In the validation cohort, association between transcriptional identity, oncogenic driver, pLSC6 score, and overall survival was modeled using a Cox regression implementation in the global test, accounting for interactions between the three variables (Supplementary Table S19). Two hundred ninety-three cases had overall survival data and could be assigned both a transcriptional identity and an oncogenic driver label. Sparse transcriptional identities (3 or fewer cases) were removed, leaving 8 transcriptional identity and 14 oncogenic driver covariates, whereas pLSC6 was used as a continuous variable. Main covariates contributing (cases >1) to the global association are reported (Supplementary Table S20), with pLSC6 categorized as medium/high versus low. Because pLSC6 was developed using the AML02 validation cohort, association with overall survival was independently assessed excluding the AML02 cases from the validation cohort (Supplementary Fig. S19).

AMTL Five-Gene Classifier

A five-gene classifier to identify the AMTL subtype was developed as follows. First, using the RNA-seq cohort, the expression of each gene was summarized by computing median expression for each transcriptional subgroup and using the Wilcoxon test to compare medians across each pair of subgroups. The genes for which AMTL had the greatest or least median expression were selected and then ranked by the maximum of the Wilcoxon test P values comparing AMTL to other subgroups. The top 14 genes in this list were then considered as candidate predictor variables for a logistic regression predicting the AMTL versus non-AMTL class using the bestglm procedure in R. The bestglm procedure defined the model as logit(Prob(AMTL)) = −0.78 + 1.01 × CD3G −0.85 × x COCH-1.20 SLC35D2 + 0.81 SPTLC3 – 0.93 TOR4A (Supplementary Table S27). The model classified AMTL with an AUC of 0.977. In 1,000 rounds of leave-out 10% cross-validation, this model building procedure (median calculation, pairwise Wilcoxon tests, bestglm) achieved an average AUC of 0.973, with a range of 0.952 to 0.983. See Supplementary Table S27 for AMTL logistic regression classifier model terms, estimates, confidence intervals, and P values. We then went on to validate this five-gene classifier in our validation cohort. The Affymetrix microarrays (U133 v2.0) included six probe sets that measured the expression of the five genes in the classifier (gene symbol, probe set IDs: COCH, 205229_s_at; CD3G, 206804_at; SLC35D2, 213082_s_at; SLC35D2, 213083_at; TOR4A, 219620_x_at; and SPTLC3, 220456_at).

A principal component analysis of the two probe sets measuring SLC35D2 gave similar coefficients for 213082_s_at (0.74) and 213083_at (0.67). Thus, for each subject, the expression of SLC35D2 was computed as the simple arithmetic average of the expression of these two probe sets. The other four genes were measured by one probe set each.
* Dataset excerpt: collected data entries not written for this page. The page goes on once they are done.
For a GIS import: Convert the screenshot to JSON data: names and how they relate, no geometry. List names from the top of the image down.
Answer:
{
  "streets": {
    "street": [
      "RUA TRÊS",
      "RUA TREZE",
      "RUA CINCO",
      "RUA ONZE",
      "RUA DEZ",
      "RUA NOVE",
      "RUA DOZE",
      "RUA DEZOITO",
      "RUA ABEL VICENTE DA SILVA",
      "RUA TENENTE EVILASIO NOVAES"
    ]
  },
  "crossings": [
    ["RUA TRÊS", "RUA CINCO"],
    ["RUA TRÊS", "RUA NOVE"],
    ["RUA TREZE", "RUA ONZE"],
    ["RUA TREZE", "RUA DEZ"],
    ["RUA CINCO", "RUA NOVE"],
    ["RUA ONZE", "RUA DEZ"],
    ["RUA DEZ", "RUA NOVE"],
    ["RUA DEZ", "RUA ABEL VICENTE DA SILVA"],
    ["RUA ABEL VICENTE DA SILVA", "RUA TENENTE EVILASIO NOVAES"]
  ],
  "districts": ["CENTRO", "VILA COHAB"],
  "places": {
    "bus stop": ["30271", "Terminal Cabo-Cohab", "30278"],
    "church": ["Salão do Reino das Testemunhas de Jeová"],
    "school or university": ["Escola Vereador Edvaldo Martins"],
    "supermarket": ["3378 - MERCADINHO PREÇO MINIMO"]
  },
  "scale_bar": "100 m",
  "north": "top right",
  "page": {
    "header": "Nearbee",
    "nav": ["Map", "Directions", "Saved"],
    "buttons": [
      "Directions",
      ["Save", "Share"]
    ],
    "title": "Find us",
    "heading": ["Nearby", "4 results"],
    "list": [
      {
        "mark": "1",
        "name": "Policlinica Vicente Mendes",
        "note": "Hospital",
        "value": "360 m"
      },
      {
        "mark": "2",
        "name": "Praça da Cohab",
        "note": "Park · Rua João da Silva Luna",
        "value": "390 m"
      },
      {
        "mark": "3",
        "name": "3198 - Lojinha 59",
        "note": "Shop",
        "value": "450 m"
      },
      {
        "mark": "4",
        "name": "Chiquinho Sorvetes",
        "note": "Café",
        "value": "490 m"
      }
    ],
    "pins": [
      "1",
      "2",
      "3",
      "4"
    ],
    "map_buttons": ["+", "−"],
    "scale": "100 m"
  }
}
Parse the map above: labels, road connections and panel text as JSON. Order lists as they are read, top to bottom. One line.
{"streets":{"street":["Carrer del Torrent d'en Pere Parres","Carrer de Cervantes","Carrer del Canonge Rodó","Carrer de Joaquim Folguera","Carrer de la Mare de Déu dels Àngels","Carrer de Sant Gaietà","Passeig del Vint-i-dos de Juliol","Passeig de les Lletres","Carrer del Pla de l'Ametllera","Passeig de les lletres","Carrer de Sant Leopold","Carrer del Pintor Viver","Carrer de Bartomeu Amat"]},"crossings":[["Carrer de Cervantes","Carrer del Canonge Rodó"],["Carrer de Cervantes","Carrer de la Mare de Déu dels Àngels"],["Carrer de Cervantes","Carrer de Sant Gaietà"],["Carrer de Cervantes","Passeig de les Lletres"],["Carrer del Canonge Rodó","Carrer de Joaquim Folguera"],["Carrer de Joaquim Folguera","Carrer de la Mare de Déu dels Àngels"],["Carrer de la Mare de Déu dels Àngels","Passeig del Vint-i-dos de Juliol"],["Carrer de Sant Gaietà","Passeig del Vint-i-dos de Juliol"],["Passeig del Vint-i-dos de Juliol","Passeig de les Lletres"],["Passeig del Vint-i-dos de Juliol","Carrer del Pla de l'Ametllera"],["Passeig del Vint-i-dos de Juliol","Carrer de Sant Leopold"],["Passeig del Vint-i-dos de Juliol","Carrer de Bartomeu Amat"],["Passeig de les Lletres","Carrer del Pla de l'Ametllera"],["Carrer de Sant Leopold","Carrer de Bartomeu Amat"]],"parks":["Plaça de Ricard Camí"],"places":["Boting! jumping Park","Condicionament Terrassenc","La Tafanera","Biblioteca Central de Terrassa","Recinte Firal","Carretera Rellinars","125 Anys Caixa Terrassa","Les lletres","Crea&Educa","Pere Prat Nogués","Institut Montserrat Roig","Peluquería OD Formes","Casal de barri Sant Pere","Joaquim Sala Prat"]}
For each subject, a score was computed as the dot product of the microarray expression of the five genes with the coefficients from the RNA-seq cohort's logistic regression model. This score classified the AMTL/non-AMTL in the independent microarray cohort (those without RNA-seq data) with an AUC of 0.88.

RCU

For a given risk classification, censored event-time endpoint (such as EFS or overall survival), and cohort outcome data set, we defined and computed the RCU as follows: We computed the proportion of patients assigned to low-, intermediate-, and high-risk groups and the Kaplan–Meier estimates of outcome for each risk group (Fig. 4B and C; Supplementary Figs. S24 and S25). Then, for each observed event time, we plotted the utility curve as Kaplan–Meier survival estimate of the low-risk group versus that of the high-risk group (Fig. 4C; Supplementary Fig. S26). An ideal utility curve is a flat line at y = 1; in this case, there is some time point at which the Kaplan–Meier estimate of high-risk patients is 0 and that of low-risk patients is 1. A utility curve along the line y = x could reasonably be obtained by completely random assignment of patients into low-risk or high-risk groups. The “outcome discrimination index” was defined and computed as twice the area above the line y = x and below the utility curve. The outcome discrimination index is 1 if the utility curve is ideal and 0 if the utility curve does not have any point above the line y = x that can be obtained by random risk classification assignments. We defined and computed the “meaningful classification proportion” as the proportion of patients designated as high or low risk because intermediate risk typically designates a patient lacking definitive high-risk or low-risk characteristics (Fig. 4C; Supplementary Fig. S27). Finally, the RCU was defined and computed as the product of the meaningful classification proportion and the outcome discrimination index (Fig. 4C; Supplementary Fig. S27). The RCU equals 1 if and only if all patients have a meaningful classification and the outcome discrimination is 1.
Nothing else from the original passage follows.